==== SOURCE RECORDS

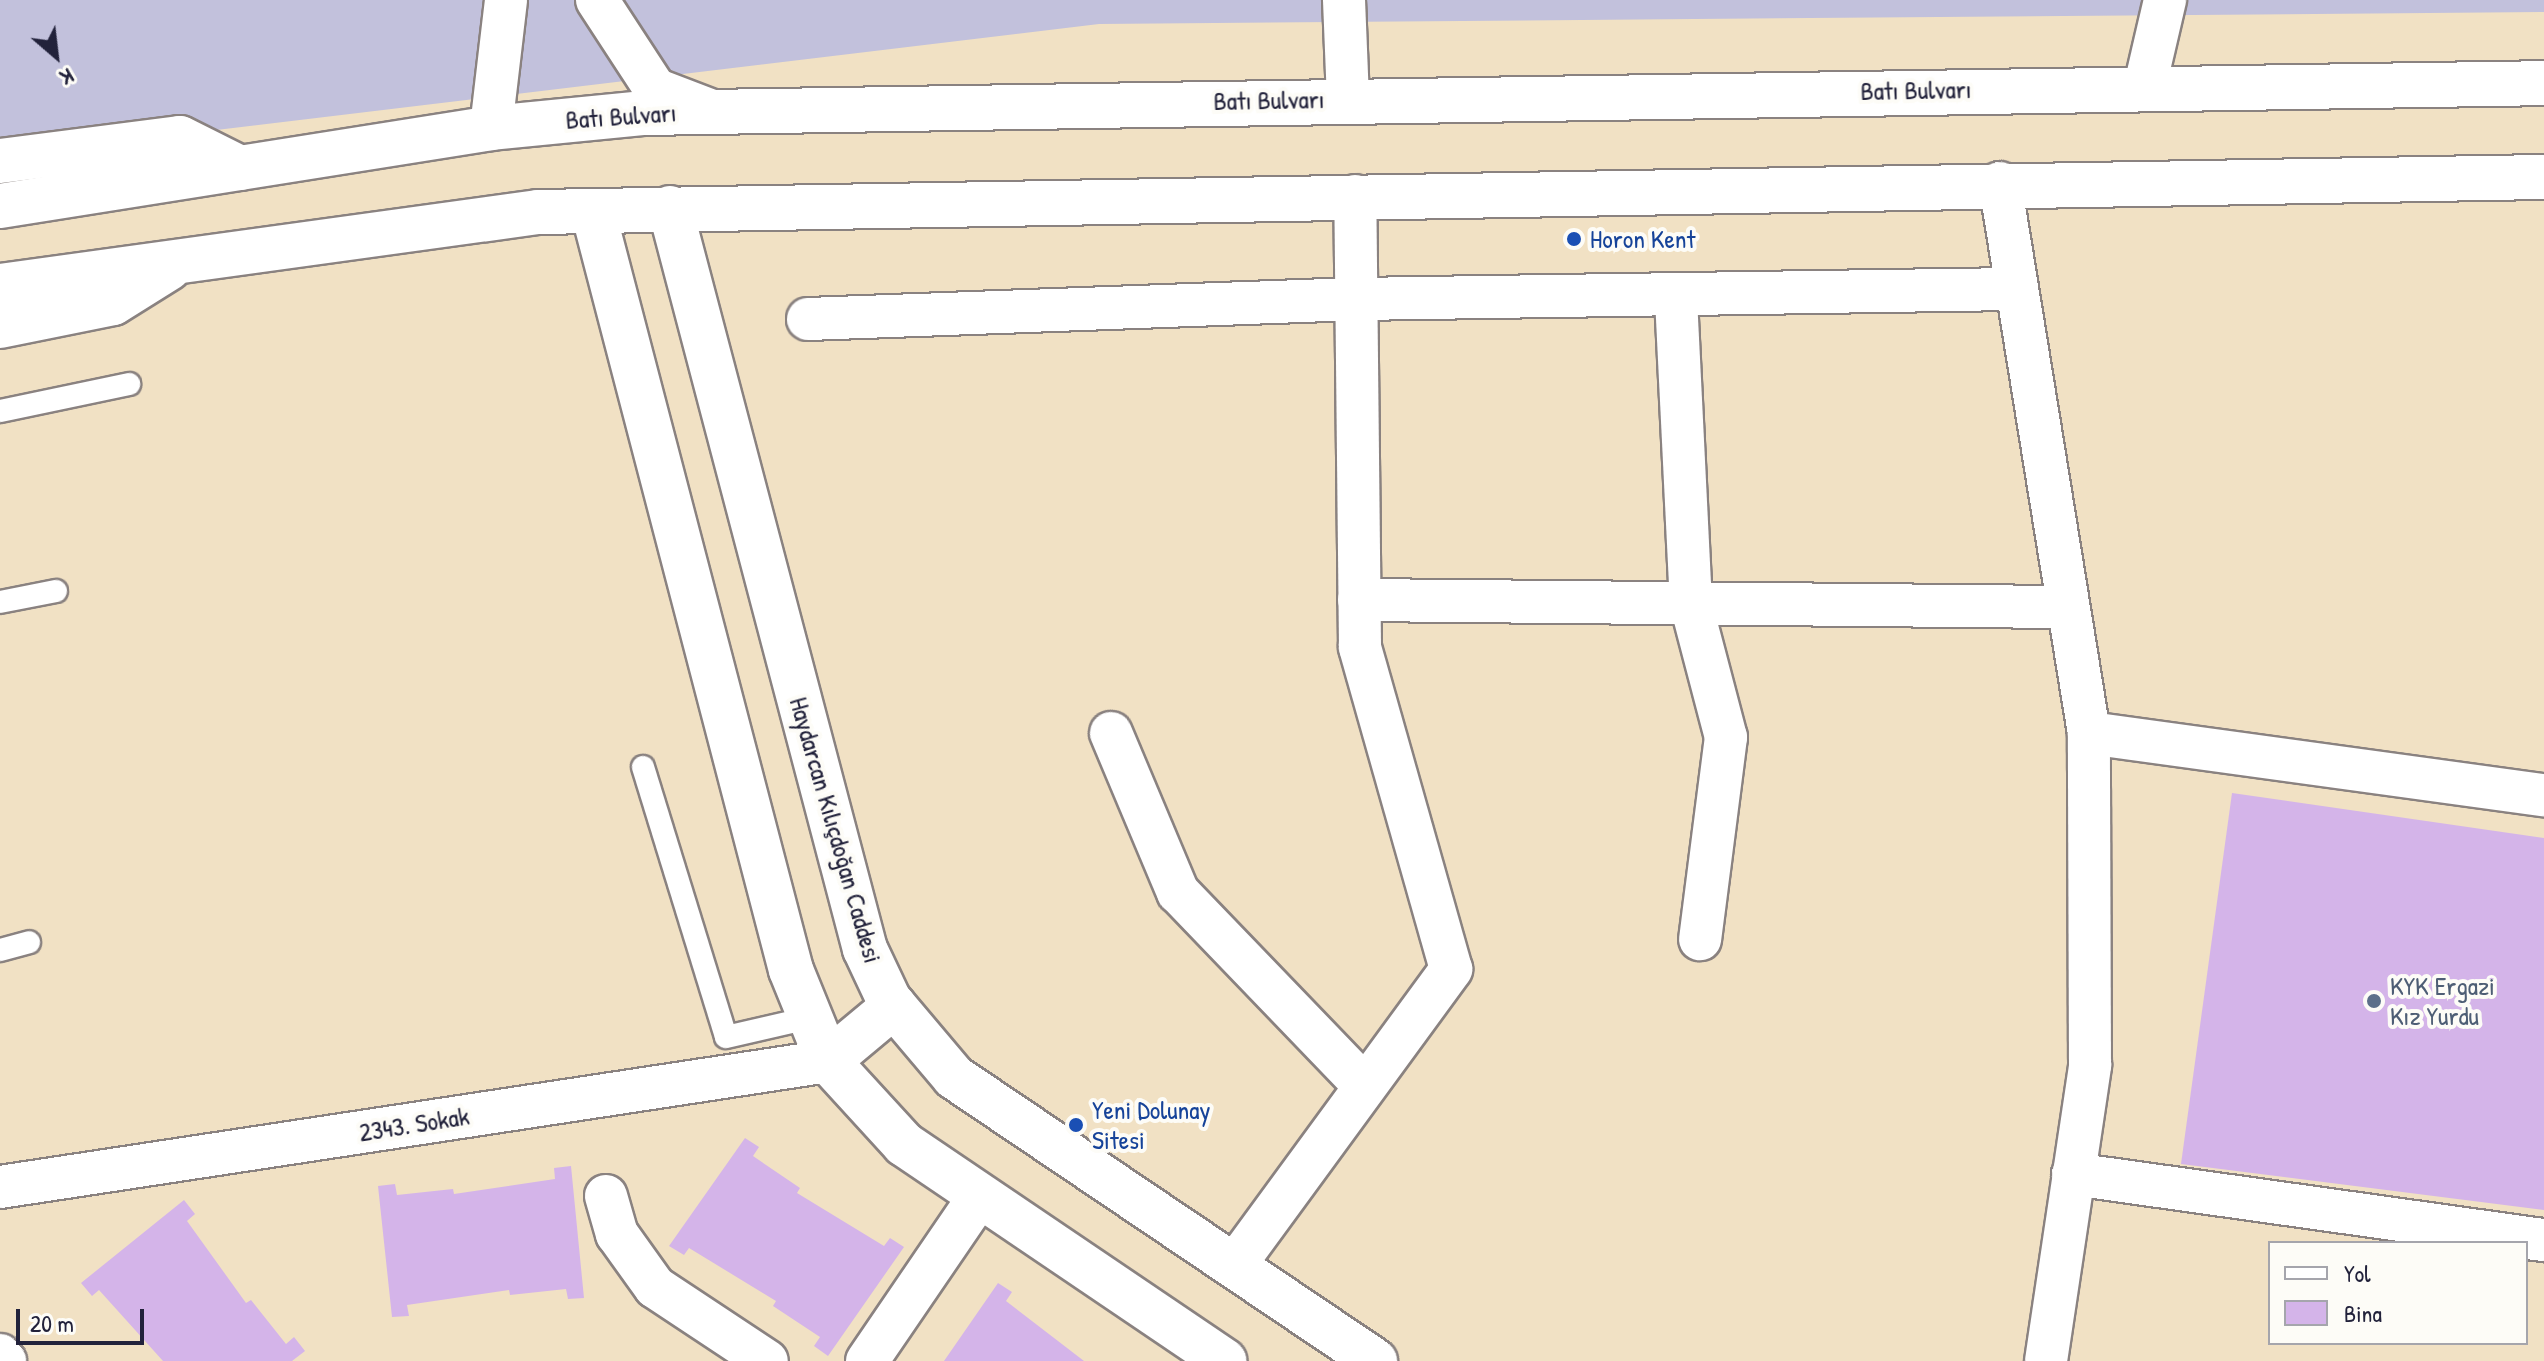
<!DOCTYPE html>
<html>
<head>
<meta charset="utf-8">
<style>
	body { margin:0 }
	#map { position:relative; width:2544px; height:1361px; overflow:hidden; background:#f1e1c4; font-family:"Patrick Hand",sans-serif }
	div>[style] { position:absolute }
	[style*='--x'] { left:calc(var(--x)*1px); top:calc(var(--y)*1px); width:calc(var(--w)*1px); rotate:calc(var(--a)*1deg) }
	.industrial>* { inset:0; background:#c2c1dc }
	.building>* { inset:0; background:#d4b4e9 }
	.roads { filter:drop-shadow(2px 0 #8a8280) drop-shadow(-2px 0 #8a8280) drop-shadow(0 2px #8a8280) drop-shadow(0 -2px #8a8280) }
	.service>* { height:22px; margin:-11px; padding:0 11px; transform-origin:11px; border-radius:11px; background:#fff }
	.minor>* { height:42px; margin:-21px; padding:0 21px; transform-origin:21px; border-radius:21px; background:#fff }
	.secondary>* { height:44px; margin:-22px; padding:0 22px; transform-origin:22px; border-radius:22px; background:#fff }
	.primary>* { height:44px; margin:-22px; padding:0 22px; transform-origin:22px; border-radius:22px; background:#fff }
	.dots>* { width:22px; height:22px; translate:-50% -50%; box-sizing:border-box; border:4px solid #fdfcf7; border-radius:50% }
	span { translate:-50% -50%; white-space:nowrap; text-align:center; line-height:1.15; -webkit-text-stroke:8px #fdfcf7; paint-order:stroke }
	.street-label { font-size:26px; color:#22223b }
	.transit-label { font-size:26px; color:#164399 }
	.left { translate:0 -50%; text-align:left }
	.service-label { font-size:26px; color:#4e5e75 }
	.legend { position:absolute; left:2268px; top:1241px; width:260px; height:104px; box-sizing:border-box; background:#fdfcf7; border:2px solid #a5a5ac; margin:0; padding:10px 14px; list-style:none; font-size:24px; color:#22223b }
	.legend li { display:flex; align-items:center; gap:16px; height:40px }
	.legend b { width:40px; border:2px solid #a5a5ac }
	.north { position:absolute; left:16px; top:16px; width:80px; height:80px; -webkit-text-stroke:6px #fdfcf7; paint-order:stroke; rotate:152deg; font-size:22px; font-weight:700; line-height:32px; text-align:center; color:#22223b }
	.north::after { content:''; display:block; margin:auto; width:28px; height:36px; background:#22223b; clip-path:polygon(50% 0,100% 100%,50% 72%,0 100%) }
	.scale { position:absolute; left:16px; top:1309px; width:128px; height:36px; box-sizing:border-box; border:4px solid #22223b; border-top:0; padding-left:10px; font-size:24px; line-height:28px; white-space:nowrap; color:#22223b; -webkit-text-stroke:6px #fdfcf7; paint-order:stroke }
</style>
</head>
<body>
<div id="map">
	<div class="industrial">
		<i style="clip-path:polygon(0 0,2544px 0,2544px 12px,1099px 24px,0 156px)"></i>
	</div>
	<div class="building">
		<i style="clip-path:polygon(2232px 793px,2544px 838px,2544px 1210px,2181px 1164px)"></i>
		<i style="clip-path:polygon(745px 1138px,759px 1147px,753px 1156px,800px 1188px,797px 1193px,884px 1246px,890px 1238px,904px 1247px,828px 1356px,814px 1346px,820px 1337px,773px 1306px,776px 1301px,689px 1248px,684px 1255px,669px 1246px)"></i>
		<i style="clip-path:polygon(571px 1166px,584px 1298px,568px 1299px,566px 1289px,510px 1295px,509px 1290px,407px 1305px,409px 1316px,392px 1317px,378px 1186px,395px 1184px,397px 1195px,453px 1189px,454px 1194px,555px 1179px,554px 1168px)"></i>
		<i style="clip-path:polygon(184px 1200px,195px 1214px,187px 1221px,246px 1303px,251px 1300px,286px 1344px,294px 1337px,305px 1351px,292px 1361px,163px 1361px,99px 1290px,92px 1296px,81px 1283px)"></i>
		<i style="clip-path:polygon(998px 1283px,1012px 1292px,1006px 1301px,1084px 1361px,944px 1361px)"></i>
	</div>
	<div class="roads">
		<div class="service">
			<i style="--x:0;--y:411;--w:132;--a:-11.8"></i>
			<i style="--x:0;--y:602;--w:57;--a:-11.1"></i>
			<i style="--x:643;--y:767;--w:282;--a:72.9"></i>
			<i style="--x:726;--y:1037;--w:85;--a:-12.9"></i>
			<i style="--x:0;--y:950;--w:30;--a:-15"></i>
		</div>
		<div class="minor">
			<i style="--x:597;--y:0;--w:106;--a:56.9"></i>
			<i style="--x:655;--y:89;--w:61;--a:21.1"></i>
			<i style="--x:1344;--y:0;--w:98;--a:87.7"></i>
			<i style="--x:2145;--y:86;--w:88;--a:-76.9"></i>
			<i style="--x:491;--y:128;--w:129;--a:-83.3"></i>
			<i style="--x:2000;--y:183;--w:557;--a:80.81"></i>
			<i style="--x:2089;--y:733;--w:459;--a:7.8"></i>
			<i style="--x:1676;--y:298;--w:306;--a:87.2"></i>
			<i style="--x:1691;--y:604;--w:138;--a:75.3"></i>
			<i style="--x:1726;--y:737;--w:204;--a:97.3"></i>
			<i style="--x:808;--y:319;--w:548;--a:-2.09"></i>
			<i style="--x:1356;--y:299;--w:661;--a:-0.87"></i>
			<i style="--x:1359;--y:600;--w:709;--a:0.57"></i>
			<i style="--x:1111;--y:733;--w:173;--a:67.2"></i>
			<i style="--x:1178;--y:892;--w:269;--a:46.1"></i>
			<i style="--x:2073;--y:1174;--w:476;--a:8"></i>
			<i style="--x:0;--y:1187;--w:838;--a:-8.65"></i>
			<i style="--x:606;--y:1196;--w:40;--a:74"></i>
			<i style="--x:617;--y:1234;--w:65;--a:54.4"></i>
			<i style="--x:655;--y:1287;--w:134;--a:33.5"></i>
			<i style="--x:1234;--y:1266;--w:368;--a:-53.8"></i>
			<i style="--x:1451;--y:969;--w:335;--a:-105.8"></i>
			<i style="--x:1360;--y:647;--w:451;--a:-90.6"></i>
			<i style="--x:0;--y:1355;--w:8;--a:50"></i>
			<i style="--x:867;--y:1361;--w:199;--a:-55.7"></i>
			<i style="--x:2046;--y:1361;--w:299;--a:-81.5"></i>
			<i style="--x:2090;--y:1065;--w:332;--a:-90.2"></i>
		</div>
		<div class="secondary">
			<i style="--x:670;--y:208;--w:766;--a:75.26"></i>
			<i style="--x:865;--y:949;--w:56;--a:64.8"></i>
			<i style="--x:889;--y:1000;--w:101;--a:49.8"></i>
			<i style="--x:954;--y:1077;--w:508;--a:34"></i>
			<i style="--x:593;--y:211;--w:784;--a:75.38"></i>
			<i style="--x:791;--y:970;--w:98;--a:67.9"></i>
			<i style="--x:828;--y:1061;--w:113;--a:47.5"></i>
			<i style="--x:904;--y:1144;--w:387;--a:34.1"></i>
			<i style="--x:828;--y:1061;--w:86;--a:-39.8"></i>
		</div>
		<div class="primary">
			<i style="--x:0;--y:161;--w:181;--a:-7.3"></i>
			<i style="--x:180;--y:138;--w:67;--a:26.6"></i>
			<i style="--x:0;--y:206;--w:497;--a:-9"></i>
			<i style="--x:491;--y:128;--w:153;--a:-5.6"></i>
			<i style="--x:643;--y:113;--w:1901;--a:-0.9"></i>
			<i style="--x:0;--y:286;--w:543;--a:-7.83"></i>
			<i style="--x:538;--y:212;--w:2006;--a:-1"></i>
			<i style="--x:0;--y:326;--w:115;--a:-11.5"></i>
			<i style="--x:113;--y:303;--w:66;--a:-32"></i>
		</div>
	</div>
	<div class="dots">
		<i style="left:1574px;top:239px;background:#1a4fb4"></i>
		<i style="left:2374px;top:1001px;background:#5c6f8a"></i>
		<i style="left:1076px;top:1125px;background:#1a4fb4"></i>
	</div>
	<div class="street-label">
		<span style="left:1916px;top:90px;rotate:-1deg">Batı Bulvarı</span>
		<span style="left:1269px;top:100px;rotate:-1deg">Batı Bulvarı</span>
		<span style="left:621px;top:116px;rotate:-4deg">Batı Bulvarı</span>
		<span style="left:836px;top:830px;rotate:74deg">Haydarcan Kılıçdoğan Caddesi</span>
		<span style="left:414px;top:1124px;rotate:-9deg">2343. Sokak</span>
	</div>
	<div class="transit-label">
		<span class="left" style="left:1590px;top:239px">Horon Kent</span>
		<span class="left" style="left:1092px;top:1125px">Yeni Dolunay<br>Sitesi</span>
	</div>
	<div class="service-label">
		<span class="left" style="left:2390px;top:1001px">KYK Ergazi<br>Kız Yurdu</span>
	</div>
	<ul class="legend">
	<li><b style="height:10px;background:#fff"></b>Yol</li>
	<li><b style="height:22px;background:#d4b4e9"></b>Bina</li>
	</ul>
	<div class="north">K</div>
	<div class="scale">20 m</div>
</div>
</body>
</html>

========

Begin with the first line of the entries above and write out each line exactly, ending with the line containing "height:22px; margin:-11px; padding:0". Leave out pictures.

** EXERCISE ANSWER **
<!DOCTYPE html>
<html>
<head>
<meta charset="utf-8">
<style>
	body { margin:0 }
	#map { position:relative; width:2544px; height:1361px; overflow:hidden; background:#f1e1c4; font-family:"Patrick Hand",sans-serif }
	div>[style] { position:absolute }
	[style*='--x'] { left:calc(var(--x)*1px); top:calc(var(--y)*1px); width:calc(var(--w)*1px); rotate:calc(var(--a)*1deg) }
	.industrial>* { inset:0; background:#c2c1dc }
	.building>* { inset:0; background:#d4b4e9 }
	.roads { filter:drop-shadow(2px 0 #8a8280) drop-shadow(-2px 0 #8a8280) drop-shadow(0 2px #8a8280) drop-shadow(0 -2px #8a8280) }
	.service>* { height:22px; margin:-11px; padding:0 11px; transform-origin:11px; border-radius:11px; background:#fff }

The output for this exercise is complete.